Point de vue des opposants#

  • Supprime la discrétion judiciaire pour tenir compte des dommages collatéraux graves comme la déportation, qui peuvent être des changements de vie et rendre une peine plus sévère en effet que prévu, sapant ainsi la véritable proportionnalité et la retenue (Code criminel art. 718.1–718.2; R c. Pham, 2013 CSC 15).
  • Augmente probablement le nombre de non-citoyens qui font face à une expulsion ou perdent des appels en matière d'immigration lorsque les peines atteignent 6 mois ou plus de 6 mois ; cela peut séparer des familles. L'ampleur est inconnue (LIPR art. 64(2); art. 36(1)(a)). Supposons que la pratique actuelle évite parfois ces seuils.

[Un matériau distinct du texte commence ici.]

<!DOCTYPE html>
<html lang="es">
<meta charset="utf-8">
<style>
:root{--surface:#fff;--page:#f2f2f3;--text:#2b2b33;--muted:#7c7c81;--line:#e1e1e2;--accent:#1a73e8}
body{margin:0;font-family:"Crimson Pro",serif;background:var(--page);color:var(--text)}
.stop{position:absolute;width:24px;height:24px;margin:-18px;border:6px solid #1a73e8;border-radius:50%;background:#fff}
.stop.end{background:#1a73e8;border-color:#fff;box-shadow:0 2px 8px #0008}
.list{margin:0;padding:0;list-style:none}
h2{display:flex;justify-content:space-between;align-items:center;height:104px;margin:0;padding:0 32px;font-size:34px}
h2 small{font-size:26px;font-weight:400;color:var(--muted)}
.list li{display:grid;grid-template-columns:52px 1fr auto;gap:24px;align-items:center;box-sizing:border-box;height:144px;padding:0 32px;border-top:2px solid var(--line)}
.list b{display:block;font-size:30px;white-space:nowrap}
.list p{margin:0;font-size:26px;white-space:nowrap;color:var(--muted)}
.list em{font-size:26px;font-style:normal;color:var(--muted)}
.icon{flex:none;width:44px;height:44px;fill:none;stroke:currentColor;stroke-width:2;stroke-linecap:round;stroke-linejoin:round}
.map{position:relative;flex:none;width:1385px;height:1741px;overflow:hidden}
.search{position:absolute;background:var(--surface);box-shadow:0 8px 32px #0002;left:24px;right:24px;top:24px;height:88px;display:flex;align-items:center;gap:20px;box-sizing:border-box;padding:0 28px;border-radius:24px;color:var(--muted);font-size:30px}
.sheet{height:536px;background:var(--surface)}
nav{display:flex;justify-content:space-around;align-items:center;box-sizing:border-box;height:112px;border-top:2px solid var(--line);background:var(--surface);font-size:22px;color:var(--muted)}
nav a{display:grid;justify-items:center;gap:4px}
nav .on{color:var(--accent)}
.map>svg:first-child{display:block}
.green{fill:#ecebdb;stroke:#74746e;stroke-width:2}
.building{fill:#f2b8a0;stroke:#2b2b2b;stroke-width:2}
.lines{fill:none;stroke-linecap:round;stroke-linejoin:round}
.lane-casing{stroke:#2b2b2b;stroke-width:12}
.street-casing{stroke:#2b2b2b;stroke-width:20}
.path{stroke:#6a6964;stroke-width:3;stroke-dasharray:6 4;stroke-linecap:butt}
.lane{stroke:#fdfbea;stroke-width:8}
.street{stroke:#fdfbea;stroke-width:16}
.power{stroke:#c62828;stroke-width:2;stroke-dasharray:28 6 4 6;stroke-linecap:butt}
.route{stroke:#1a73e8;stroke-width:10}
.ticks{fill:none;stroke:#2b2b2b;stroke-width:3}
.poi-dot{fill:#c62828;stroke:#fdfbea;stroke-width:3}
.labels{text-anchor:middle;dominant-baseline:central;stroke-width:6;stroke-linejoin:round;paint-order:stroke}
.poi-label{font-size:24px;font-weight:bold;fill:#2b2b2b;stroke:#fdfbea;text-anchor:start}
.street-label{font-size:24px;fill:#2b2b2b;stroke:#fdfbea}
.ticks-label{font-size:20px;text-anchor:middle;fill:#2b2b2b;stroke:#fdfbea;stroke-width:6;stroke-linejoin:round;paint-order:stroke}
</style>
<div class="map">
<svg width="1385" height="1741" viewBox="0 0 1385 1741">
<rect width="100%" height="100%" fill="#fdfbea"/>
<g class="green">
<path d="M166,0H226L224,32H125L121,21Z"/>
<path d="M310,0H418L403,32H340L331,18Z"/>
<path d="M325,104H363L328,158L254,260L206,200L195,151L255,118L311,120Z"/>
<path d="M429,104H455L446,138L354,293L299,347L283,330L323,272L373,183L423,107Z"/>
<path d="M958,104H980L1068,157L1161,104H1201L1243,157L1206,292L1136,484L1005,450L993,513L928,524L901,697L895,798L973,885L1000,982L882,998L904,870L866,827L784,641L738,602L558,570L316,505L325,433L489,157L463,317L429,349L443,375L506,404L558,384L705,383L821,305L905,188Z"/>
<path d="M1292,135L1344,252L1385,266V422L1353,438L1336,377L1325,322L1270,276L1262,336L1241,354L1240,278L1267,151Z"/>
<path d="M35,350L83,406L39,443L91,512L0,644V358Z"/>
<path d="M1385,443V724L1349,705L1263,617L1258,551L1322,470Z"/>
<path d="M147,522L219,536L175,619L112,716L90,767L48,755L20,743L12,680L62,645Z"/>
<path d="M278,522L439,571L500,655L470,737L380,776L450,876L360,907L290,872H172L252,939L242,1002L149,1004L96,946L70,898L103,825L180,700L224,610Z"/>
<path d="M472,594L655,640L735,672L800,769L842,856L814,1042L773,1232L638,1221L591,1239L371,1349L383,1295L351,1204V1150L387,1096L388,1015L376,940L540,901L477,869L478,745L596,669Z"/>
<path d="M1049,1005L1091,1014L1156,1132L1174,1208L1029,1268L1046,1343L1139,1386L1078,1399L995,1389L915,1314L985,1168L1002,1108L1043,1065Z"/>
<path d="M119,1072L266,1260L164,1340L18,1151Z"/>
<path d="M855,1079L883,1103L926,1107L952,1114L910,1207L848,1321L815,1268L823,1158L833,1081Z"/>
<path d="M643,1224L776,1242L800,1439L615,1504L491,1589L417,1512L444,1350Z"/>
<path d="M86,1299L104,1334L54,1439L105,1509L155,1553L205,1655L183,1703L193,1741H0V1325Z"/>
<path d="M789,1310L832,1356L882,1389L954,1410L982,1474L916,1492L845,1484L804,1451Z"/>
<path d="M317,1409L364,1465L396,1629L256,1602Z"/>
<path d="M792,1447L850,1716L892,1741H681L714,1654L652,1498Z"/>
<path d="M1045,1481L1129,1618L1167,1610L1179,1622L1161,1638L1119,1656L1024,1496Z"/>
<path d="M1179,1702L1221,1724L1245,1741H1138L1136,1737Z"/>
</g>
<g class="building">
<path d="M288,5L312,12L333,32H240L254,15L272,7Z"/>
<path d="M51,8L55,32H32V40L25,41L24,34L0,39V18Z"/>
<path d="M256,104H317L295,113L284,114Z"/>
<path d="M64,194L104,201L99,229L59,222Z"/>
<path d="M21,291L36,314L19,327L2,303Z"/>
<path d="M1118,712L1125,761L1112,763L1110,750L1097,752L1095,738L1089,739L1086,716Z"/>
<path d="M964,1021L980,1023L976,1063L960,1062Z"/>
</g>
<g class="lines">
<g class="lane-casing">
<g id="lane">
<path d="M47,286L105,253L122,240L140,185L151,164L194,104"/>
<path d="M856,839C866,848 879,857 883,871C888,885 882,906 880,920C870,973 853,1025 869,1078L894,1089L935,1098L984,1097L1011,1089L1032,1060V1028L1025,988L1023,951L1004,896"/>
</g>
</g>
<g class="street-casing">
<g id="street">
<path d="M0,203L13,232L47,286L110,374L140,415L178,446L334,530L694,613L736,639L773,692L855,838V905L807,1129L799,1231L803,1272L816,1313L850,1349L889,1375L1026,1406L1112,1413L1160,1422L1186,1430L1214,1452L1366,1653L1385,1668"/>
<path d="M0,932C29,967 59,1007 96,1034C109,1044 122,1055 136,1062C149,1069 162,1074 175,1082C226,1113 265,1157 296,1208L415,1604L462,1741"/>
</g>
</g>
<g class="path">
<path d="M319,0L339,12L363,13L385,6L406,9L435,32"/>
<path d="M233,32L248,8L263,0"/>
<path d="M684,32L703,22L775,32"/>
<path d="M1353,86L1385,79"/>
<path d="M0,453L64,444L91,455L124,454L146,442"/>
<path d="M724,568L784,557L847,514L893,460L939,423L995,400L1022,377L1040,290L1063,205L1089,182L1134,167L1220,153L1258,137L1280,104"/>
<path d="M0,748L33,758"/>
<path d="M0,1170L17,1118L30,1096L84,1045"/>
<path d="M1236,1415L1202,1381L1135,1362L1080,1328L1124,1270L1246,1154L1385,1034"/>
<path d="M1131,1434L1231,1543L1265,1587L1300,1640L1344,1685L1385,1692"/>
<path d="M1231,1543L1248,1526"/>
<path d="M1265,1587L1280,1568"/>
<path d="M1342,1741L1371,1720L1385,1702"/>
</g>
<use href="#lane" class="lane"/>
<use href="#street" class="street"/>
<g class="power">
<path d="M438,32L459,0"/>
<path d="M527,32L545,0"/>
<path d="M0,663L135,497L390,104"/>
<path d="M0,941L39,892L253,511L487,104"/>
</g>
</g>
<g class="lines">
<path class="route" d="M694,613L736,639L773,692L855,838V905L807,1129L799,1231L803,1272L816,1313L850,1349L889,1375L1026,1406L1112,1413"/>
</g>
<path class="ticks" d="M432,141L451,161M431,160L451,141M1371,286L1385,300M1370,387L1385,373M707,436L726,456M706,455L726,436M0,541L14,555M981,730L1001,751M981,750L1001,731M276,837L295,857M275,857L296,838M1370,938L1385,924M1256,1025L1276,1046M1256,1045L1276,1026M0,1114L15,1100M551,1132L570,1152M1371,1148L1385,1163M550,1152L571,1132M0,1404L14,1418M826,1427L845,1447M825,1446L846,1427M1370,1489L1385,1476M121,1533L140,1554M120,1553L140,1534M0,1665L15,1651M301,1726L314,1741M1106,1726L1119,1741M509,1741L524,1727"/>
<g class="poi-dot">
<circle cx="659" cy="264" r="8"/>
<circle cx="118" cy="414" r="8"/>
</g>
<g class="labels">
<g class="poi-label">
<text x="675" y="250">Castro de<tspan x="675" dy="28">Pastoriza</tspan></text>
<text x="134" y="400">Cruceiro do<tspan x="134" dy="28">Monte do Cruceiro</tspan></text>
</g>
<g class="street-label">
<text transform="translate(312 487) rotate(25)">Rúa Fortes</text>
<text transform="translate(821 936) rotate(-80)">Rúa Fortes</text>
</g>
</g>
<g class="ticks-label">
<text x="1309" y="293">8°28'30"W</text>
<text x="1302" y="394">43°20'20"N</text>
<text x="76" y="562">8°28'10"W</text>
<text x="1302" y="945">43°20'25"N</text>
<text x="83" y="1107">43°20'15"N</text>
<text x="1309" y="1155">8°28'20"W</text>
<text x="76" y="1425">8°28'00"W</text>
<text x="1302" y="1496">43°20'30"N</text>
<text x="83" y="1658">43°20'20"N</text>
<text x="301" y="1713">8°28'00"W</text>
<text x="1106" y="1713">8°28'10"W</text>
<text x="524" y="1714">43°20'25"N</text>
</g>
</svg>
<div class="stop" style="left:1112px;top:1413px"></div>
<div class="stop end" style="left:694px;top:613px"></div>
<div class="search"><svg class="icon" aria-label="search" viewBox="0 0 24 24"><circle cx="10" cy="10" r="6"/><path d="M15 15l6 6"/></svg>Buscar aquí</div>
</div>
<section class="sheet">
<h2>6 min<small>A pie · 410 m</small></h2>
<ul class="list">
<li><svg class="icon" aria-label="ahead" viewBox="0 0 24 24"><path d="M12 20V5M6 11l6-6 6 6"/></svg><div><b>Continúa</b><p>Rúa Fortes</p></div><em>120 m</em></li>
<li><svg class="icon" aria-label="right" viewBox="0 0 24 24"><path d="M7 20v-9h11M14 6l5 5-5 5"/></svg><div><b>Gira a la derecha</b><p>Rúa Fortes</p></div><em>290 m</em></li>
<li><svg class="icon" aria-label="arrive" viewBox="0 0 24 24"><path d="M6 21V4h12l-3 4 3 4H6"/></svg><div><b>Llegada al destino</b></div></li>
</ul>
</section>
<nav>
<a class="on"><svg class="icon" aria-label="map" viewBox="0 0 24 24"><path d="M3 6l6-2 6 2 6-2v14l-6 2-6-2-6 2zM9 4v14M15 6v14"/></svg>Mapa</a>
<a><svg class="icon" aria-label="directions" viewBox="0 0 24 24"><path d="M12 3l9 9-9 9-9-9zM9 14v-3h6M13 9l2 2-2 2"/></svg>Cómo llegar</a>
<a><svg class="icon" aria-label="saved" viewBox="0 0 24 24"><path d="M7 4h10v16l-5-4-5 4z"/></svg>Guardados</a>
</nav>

  • Pourrait exercer une pression sur les négociations de plaidoyer vers des résultats non privatifs de liberté plus tôt dans le processus ou, inversement, réduire les incitations à plaider si les soumissions basées sur l'immigration sont interdites lors de la détermination de la peine. L'impact de la mise en œuvre est Données non disponibles.
  • Pourrait générer des contestations devant la Charte arguant qu'une interdiction catégorique crée des résultats grossièrement disproportionnés dans des cas individuels. Le risque de litige est incertain. Données non disponibles.
  • Pourrait transférer les coûts vers l'application de l'immigration et la détention si plus de personnes deviennent expulsables, tout en n'améliorant pas les résultats en matière de sécurité publique. Aucune analyse fiscale fournie ; les effets nets sont Données non disponibles.